Where Milner led, others followed. The Liverpool players’ joint statement the following day included the sentence: “We don’t like it and we don’t want it to happen.” The similarity in the wording felt uncoincidental. They got their wish, even without the virtual meeting of Premier League captains that Jordan Henderson had arranged needing to take place. It is safe to say Henderson was not going to persuade them of the merits of the Super League.

After a week of an existential crisis in football, it is worth praising and celebrating the heroes of the resistance. It is easy to say that, at 35 and with his millions made, Milner had less to lose than others. And if that ignores the possibility his Champions League assist record would be obsolete in the terrible new world, it isn’t the point. He spoke up when he did not have to and for the greater good. 

Footballers and managers did not create this crisis, but it was a test how they reacted. The heroes of the resistance responded. Luke Shaw acknowledged that speaking up was in itself problematic but voiced the views of many when he said his boyhood dreams were to play in the Premier League and Champions League; in the rush to create new competitions that were devoid of meaning, it transpired footballers liked the Premier League and Champions League; who knew?
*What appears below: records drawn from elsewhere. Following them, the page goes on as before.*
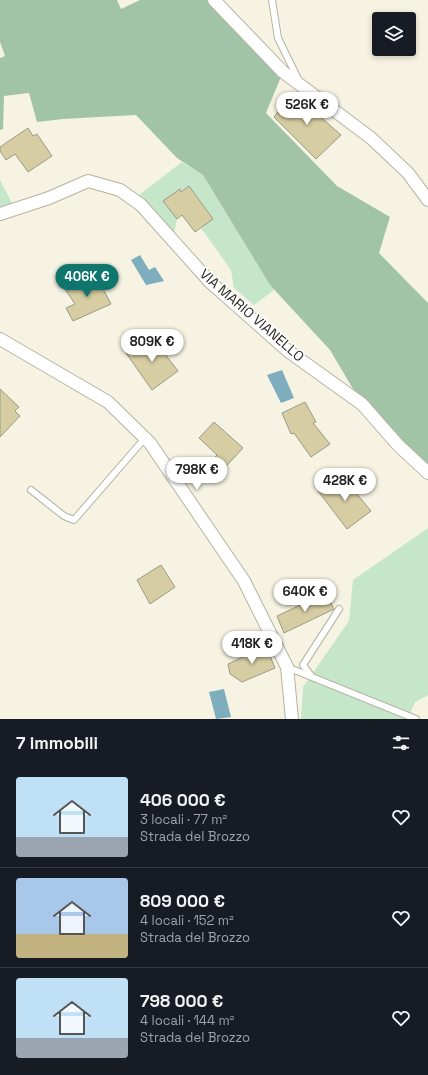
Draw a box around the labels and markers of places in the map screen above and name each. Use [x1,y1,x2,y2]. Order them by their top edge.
pin: 526K € [274,92,340,126]
pin: 406K € [54,264,120,298]
pin: 809K € [119,329,185,363]
pin: 798K € [164,457,230,491]
pin: 428K € [312,468,378,502]
pin: 640K € [272,579,338,613]
pin: 418K € [219,631,285,665]

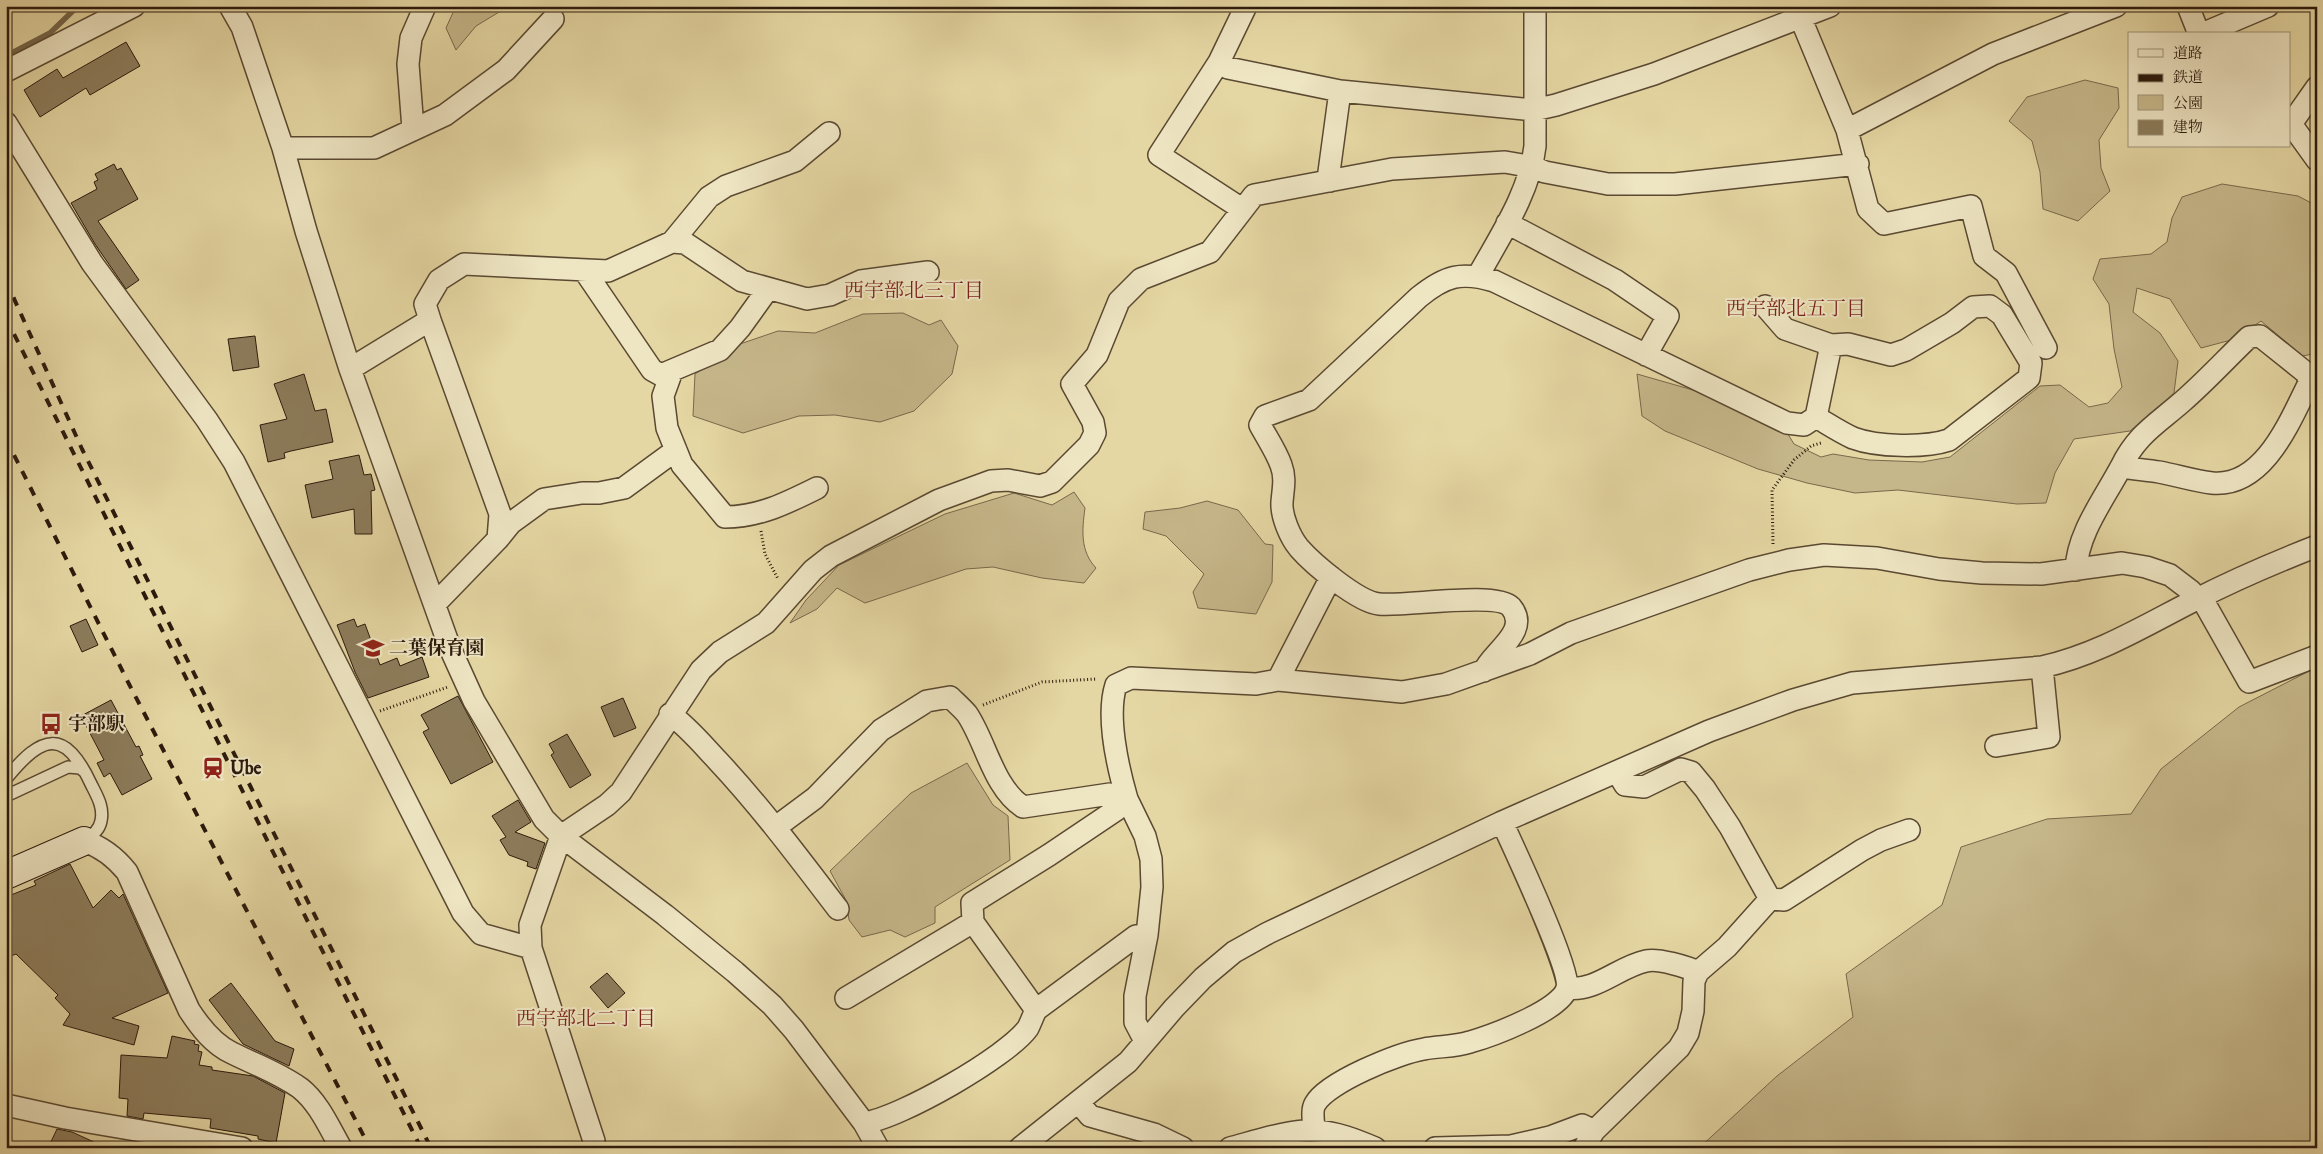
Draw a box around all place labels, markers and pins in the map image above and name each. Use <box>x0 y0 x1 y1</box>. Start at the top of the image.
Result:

Bruno Fernandes’ Instagram message to Daniel Podence – “dreams can’t be buy” – expressed his opposition to a closed shop. Kevin de Bruyne’s social-media post had the word “competing” in capital letters. Marcus Rashford illustrated which side of the divide he was on without directly criticising employers with Sir Matt Busby’s words: “Football is nothing without fans.” Hector Bellerin adopted a similar stance by quoting Arsene Wenger: “To all the Arsenal lovers, take care of values of the club.” Sometimes subtlety has been required but the message has been apparent. 

Outside the supposed Super League and less constrained by the need for diplomacy, there was eloquent opposition from Patrick Bamford, who noted the lack of similar attention to racism; from Dejan Lovren, who said “the day football stopped being football and became soccer.”; from Mesut Ozil, who stated: “Kids grow up dreaming to win the World Cup and the Champions League - not any Super League.”; from Dani Alves, who said: “We do not allow top hats to spoil these possibilities of small ones dreaming of being big.”; and from Ander Herrera, the most articulate of all. “The rich stealing what the people created,” the midfielder wrote.    
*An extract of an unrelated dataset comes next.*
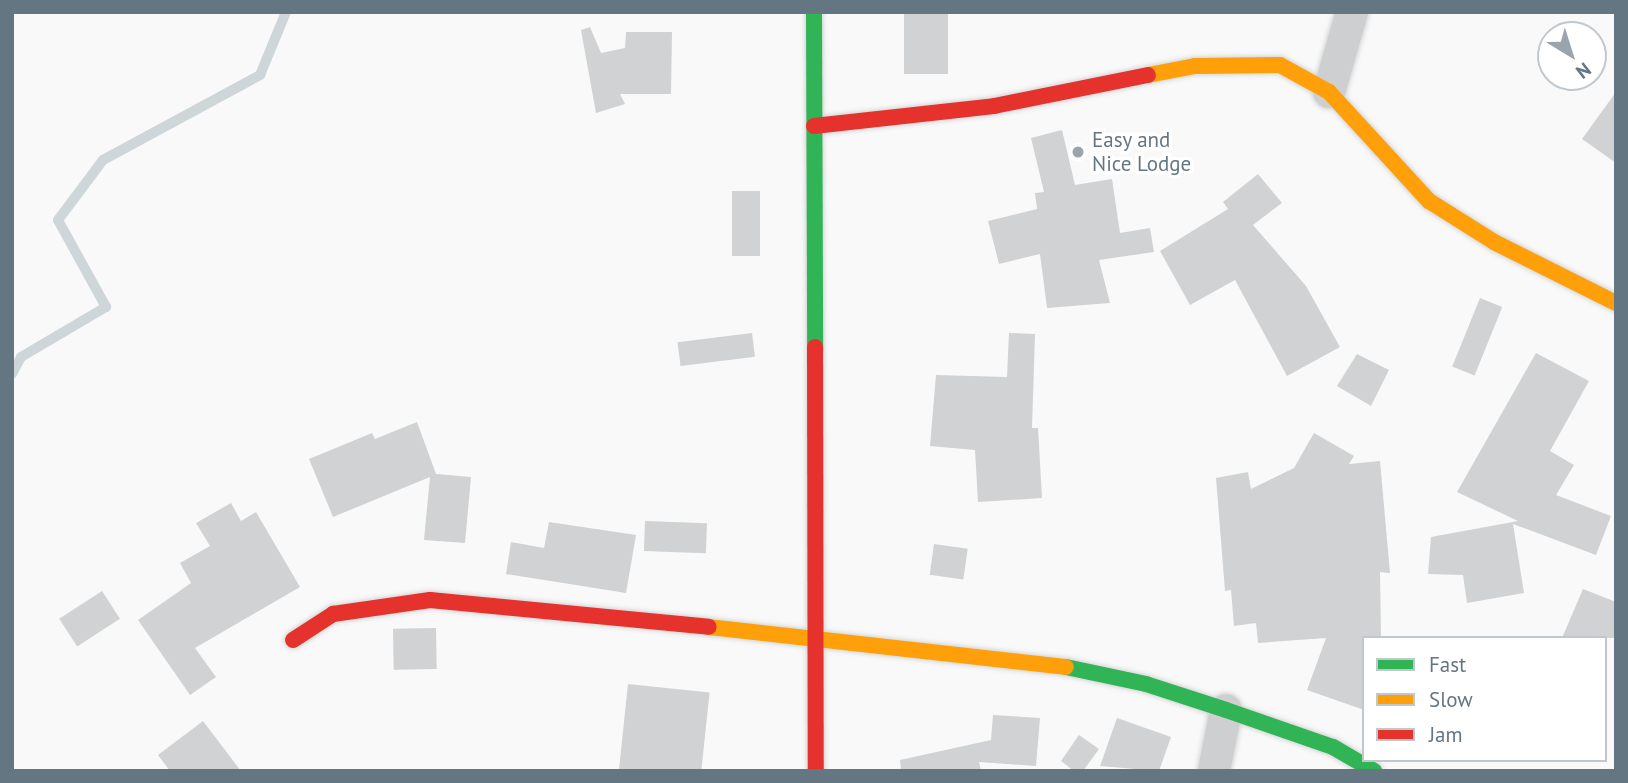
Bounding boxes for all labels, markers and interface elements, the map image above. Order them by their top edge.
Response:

It reflected the reality that even the most successful of footballers have lived outside the bubble of the plotters. Most players served an apprenticeship at at least one club that would have been shut out of the closed shop: Milner’s Leeds, Aston Villa and Newcastle, Henderson’s Sunderland, Shaw’s Southampton, Fernandes’ Sporting Lisbon and Udinese, Herrera’s Real Zaragoza and Athletic Bilbao, Alves’ Sevilla, all nine of those Bamford has represented.  

The managerial comments carried weight. Sir Alex Ferguson owes United for becoming a cheerleader for the Glazers but at least made a rare intervention, citing United’s rich European history. The most important things Jurgen Klopp said on Monday were confirming his opposition to the Super League. Pep Guardiola arrowed in on the major point that it is not a sport if there is no relationship between success on the pitch and reward or failure; it underlined Klopp’s point that “I like the fact West Ham might play Champions League.”  
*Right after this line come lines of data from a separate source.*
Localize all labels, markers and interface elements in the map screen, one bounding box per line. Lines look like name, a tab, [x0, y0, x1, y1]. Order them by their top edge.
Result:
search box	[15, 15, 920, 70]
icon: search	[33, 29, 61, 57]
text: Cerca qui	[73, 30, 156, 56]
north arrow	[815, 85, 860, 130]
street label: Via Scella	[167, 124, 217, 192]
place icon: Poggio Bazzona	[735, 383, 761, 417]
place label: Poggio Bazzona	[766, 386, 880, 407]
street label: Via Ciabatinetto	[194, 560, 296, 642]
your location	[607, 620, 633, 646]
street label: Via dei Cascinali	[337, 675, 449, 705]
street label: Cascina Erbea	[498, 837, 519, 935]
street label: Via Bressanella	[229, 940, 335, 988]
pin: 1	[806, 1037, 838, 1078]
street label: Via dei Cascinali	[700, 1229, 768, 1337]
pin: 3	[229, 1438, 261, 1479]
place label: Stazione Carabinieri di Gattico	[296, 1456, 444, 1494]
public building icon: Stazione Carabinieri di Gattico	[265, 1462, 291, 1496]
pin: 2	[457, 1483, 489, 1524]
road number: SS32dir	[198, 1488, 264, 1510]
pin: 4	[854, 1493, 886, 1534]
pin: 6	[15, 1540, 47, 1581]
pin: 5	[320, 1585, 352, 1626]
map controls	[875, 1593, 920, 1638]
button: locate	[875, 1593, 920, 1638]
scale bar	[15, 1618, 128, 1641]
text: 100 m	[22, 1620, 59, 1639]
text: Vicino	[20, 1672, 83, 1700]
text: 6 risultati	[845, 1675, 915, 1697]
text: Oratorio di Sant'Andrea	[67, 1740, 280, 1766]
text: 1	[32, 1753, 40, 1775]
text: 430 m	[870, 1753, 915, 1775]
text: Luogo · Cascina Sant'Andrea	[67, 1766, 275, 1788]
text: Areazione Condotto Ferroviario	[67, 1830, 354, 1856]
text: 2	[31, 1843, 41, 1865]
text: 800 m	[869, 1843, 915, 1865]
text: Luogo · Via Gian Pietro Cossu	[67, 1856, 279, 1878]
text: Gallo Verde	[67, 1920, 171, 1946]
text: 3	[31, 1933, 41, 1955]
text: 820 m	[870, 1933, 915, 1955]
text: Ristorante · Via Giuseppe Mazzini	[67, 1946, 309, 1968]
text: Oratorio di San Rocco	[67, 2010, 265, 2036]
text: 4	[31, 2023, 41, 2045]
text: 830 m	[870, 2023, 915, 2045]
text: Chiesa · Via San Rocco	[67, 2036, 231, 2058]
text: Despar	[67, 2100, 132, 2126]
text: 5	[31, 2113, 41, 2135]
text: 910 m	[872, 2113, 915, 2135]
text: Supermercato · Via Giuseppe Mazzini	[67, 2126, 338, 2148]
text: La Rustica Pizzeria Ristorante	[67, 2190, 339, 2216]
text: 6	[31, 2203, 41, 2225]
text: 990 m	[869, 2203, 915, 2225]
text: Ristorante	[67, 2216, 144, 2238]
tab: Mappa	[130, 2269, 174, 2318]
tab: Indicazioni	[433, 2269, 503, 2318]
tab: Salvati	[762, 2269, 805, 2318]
Defeating the Super League owed most to supporters, something to governments and the punditocracy, marshalled by a marvellously indignant and militant Gary Neville. But at a time when the values and integrity of football came under unprecedented threat, the band of footballers who showed principle and courage are worth cherishing. There is no doubt the game has been good to each, but now they have been good to the game.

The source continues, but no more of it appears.